By Cassandra Blythe
Inverness — The Royal Museums of Eyehasseen has long prided itself on bringing the world’s cultural treasures to the people of Eyehasseen. Yet even among its storied exhibitions — the illuminated manuscripts of the Abbey of Marisport, the mosaics of Antioch, the bronzes of the Western Steppes — few have stirred the same anticipation as the new retrospective of René DeChirico, the Italian master of metaphysical painting.
The exhibition, titled Shadows and Silence, gathers together for the first time in Eyehasseen a dozen of DeChirico’s most iconic canvases: deserted piazzas haunted by statues, long shadows cast by impossible suns, and lone figures adrift in dreamlike landscapes. It is a collection that whispers unease and mystery, and in doing so reflects the Kingdom’s own fascination with the borderlands of time, place, and perception.

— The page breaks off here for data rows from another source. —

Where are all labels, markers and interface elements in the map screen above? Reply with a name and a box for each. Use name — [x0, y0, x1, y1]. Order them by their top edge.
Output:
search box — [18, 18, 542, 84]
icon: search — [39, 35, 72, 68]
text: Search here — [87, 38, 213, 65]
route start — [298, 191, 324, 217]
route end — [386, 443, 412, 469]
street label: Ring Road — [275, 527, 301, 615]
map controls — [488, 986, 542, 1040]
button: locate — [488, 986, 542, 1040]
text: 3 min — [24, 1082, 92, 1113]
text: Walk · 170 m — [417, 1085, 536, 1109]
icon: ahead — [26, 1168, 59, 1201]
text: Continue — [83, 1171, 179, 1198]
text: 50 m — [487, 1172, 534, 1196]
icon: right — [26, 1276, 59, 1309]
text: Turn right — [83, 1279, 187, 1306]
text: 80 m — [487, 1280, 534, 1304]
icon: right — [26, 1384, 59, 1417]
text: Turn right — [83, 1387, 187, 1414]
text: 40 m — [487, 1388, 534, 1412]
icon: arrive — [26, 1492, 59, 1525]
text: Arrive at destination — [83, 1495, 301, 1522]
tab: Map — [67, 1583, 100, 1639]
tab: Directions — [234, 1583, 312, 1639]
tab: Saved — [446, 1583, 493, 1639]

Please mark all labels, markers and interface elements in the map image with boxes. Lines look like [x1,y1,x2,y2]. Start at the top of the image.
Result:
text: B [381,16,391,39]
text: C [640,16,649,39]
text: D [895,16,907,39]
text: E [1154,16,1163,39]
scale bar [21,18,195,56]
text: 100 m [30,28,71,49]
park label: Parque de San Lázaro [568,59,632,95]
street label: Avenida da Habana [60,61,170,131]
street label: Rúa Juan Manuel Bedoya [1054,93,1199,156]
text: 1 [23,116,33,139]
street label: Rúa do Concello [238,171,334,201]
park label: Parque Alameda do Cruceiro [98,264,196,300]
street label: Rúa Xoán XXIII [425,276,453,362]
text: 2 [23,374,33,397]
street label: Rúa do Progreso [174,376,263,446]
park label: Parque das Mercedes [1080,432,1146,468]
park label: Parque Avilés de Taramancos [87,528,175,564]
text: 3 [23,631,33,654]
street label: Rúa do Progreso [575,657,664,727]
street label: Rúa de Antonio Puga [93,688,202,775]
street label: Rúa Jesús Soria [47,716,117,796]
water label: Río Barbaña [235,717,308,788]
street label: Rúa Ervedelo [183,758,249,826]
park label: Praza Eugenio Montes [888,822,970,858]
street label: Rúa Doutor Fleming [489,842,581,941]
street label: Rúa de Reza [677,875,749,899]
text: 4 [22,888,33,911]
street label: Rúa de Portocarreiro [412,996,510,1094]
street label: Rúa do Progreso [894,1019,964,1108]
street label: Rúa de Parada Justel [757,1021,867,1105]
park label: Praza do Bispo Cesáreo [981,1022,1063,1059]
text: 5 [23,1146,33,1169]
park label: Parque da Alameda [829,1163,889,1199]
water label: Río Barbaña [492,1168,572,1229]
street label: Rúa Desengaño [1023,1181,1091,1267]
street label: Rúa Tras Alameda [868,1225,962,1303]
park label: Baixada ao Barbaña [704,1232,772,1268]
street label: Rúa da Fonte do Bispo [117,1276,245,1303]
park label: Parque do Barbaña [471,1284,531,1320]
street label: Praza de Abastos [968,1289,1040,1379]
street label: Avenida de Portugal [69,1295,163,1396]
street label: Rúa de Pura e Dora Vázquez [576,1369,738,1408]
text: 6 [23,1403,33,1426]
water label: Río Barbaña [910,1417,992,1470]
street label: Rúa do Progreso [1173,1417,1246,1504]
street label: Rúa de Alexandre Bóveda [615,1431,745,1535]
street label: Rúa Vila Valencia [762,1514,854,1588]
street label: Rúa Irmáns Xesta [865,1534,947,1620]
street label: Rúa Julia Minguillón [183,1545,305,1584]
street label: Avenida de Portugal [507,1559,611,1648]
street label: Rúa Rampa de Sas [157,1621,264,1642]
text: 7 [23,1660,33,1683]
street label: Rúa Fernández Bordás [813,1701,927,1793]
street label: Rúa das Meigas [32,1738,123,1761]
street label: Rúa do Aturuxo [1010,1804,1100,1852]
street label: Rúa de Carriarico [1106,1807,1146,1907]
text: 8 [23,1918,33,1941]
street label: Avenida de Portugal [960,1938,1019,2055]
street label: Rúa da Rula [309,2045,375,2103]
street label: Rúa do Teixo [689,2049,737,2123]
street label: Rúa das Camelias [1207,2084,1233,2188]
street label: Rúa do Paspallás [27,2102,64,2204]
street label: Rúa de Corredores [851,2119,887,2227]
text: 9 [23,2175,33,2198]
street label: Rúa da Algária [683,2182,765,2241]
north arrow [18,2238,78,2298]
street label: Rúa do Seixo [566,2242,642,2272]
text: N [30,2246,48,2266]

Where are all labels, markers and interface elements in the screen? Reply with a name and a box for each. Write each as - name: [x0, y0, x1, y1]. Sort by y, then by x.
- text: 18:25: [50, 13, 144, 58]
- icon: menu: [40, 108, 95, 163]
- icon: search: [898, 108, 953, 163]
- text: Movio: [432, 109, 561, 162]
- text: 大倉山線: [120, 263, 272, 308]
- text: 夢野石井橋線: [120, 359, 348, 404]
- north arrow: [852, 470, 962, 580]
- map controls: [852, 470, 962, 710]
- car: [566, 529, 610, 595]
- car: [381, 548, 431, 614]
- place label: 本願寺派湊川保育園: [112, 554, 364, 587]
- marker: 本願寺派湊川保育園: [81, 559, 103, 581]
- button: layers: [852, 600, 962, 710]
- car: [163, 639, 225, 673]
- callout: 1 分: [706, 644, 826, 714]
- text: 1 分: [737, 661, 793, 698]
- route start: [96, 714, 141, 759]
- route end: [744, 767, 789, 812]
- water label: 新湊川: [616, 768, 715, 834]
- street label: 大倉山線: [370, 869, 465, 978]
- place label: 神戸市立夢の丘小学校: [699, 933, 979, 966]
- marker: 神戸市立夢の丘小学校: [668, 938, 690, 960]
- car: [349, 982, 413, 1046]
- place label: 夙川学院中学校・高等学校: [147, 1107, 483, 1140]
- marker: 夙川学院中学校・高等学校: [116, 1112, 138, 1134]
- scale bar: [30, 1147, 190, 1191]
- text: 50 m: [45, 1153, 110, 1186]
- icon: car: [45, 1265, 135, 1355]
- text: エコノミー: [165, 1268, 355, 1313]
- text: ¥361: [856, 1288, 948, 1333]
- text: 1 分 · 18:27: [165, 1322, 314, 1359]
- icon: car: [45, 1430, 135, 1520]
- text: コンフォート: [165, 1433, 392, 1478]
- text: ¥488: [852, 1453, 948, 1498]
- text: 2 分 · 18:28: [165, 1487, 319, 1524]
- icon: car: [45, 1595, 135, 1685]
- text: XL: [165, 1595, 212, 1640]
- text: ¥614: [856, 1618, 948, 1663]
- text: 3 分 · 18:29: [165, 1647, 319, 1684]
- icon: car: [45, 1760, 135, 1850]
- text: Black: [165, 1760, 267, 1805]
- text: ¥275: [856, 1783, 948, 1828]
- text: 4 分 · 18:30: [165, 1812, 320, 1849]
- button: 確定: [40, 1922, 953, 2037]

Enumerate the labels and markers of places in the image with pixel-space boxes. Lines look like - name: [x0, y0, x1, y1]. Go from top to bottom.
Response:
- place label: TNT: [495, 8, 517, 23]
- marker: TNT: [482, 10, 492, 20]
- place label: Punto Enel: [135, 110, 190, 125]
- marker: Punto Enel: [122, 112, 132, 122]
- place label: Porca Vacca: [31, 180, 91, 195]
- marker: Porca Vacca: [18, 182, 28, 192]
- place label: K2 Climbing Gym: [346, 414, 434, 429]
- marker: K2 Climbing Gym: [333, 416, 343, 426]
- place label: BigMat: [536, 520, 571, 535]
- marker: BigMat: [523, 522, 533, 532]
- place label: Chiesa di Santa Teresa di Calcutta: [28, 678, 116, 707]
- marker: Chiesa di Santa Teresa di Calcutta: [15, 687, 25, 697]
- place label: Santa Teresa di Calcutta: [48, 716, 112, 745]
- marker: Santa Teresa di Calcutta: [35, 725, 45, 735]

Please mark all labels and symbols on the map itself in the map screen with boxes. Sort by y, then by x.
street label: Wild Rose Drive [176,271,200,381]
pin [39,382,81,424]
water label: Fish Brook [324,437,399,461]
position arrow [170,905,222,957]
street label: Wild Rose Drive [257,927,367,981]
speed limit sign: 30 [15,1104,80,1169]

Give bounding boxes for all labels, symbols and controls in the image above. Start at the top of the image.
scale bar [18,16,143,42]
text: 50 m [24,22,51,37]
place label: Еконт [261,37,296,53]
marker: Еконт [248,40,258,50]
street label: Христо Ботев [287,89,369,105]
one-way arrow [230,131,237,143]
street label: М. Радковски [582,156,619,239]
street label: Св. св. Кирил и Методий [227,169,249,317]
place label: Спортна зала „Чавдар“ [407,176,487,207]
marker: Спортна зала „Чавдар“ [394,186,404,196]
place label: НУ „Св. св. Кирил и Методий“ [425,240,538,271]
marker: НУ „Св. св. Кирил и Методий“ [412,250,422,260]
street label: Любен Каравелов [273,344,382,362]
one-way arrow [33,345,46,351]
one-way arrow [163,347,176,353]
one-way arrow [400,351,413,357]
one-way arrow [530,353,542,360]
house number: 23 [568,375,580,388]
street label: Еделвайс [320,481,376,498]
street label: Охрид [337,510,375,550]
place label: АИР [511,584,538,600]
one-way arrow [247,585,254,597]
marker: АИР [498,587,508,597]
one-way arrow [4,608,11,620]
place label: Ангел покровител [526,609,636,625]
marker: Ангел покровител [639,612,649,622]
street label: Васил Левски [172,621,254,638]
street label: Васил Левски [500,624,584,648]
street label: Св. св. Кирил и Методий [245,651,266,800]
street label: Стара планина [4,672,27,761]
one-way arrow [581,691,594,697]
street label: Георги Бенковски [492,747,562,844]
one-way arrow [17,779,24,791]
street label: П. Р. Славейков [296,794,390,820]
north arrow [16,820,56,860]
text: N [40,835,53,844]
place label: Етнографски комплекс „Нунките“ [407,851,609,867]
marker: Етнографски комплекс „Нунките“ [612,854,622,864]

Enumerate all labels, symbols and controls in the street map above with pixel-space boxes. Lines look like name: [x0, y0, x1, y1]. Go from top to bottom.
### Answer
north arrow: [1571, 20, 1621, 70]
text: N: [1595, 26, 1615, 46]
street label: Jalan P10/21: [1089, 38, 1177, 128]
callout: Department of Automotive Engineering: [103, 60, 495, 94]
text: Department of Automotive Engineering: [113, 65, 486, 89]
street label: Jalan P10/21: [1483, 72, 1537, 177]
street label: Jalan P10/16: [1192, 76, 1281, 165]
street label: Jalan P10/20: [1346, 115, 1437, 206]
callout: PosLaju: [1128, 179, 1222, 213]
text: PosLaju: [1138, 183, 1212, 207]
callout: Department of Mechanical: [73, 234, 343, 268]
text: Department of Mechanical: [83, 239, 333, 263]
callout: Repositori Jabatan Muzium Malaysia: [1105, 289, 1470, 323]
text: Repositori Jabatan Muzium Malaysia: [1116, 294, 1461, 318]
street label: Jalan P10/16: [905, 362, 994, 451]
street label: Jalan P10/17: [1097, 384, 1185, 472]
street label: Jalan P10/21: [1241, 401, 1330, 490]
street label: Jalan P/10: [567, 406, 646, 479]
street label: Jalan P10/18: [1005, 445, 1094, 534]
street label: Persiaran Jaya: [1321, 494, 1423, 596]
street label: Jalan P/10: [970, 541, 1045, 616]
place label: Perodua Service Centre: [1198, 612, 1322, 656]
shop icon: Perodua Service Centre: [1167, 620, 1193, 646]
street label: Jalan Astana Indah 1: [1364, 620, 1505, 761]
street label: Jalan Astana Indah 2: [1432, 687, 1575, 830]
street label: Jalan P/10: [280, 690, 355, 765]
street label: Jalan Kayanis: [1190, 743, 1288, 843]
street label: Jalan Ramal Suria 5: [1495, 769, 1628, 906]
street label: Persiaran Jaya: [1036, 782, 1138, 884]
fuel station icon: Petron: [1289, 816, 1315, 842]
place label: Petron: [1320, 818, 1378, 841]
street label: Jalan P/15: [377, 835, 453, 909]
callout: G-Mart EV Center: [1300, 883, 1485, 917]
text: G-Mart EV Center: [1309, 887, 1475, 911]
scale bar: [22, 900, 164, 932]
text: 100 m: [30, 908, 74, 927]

“This was not an easy exhibition to assemble,” admits Dr. Leontius Carr, the Museum’s chief curator, as he gestures toward a painting recently hung in the west gallery. “DeChirico’s works are scattered across private collections and museums in Paris, Rome, and New York. Convincing them to part with even one canvas for a season is a feat. To gather twelve? That required diplomacy, persistence, and no small measure of faith.”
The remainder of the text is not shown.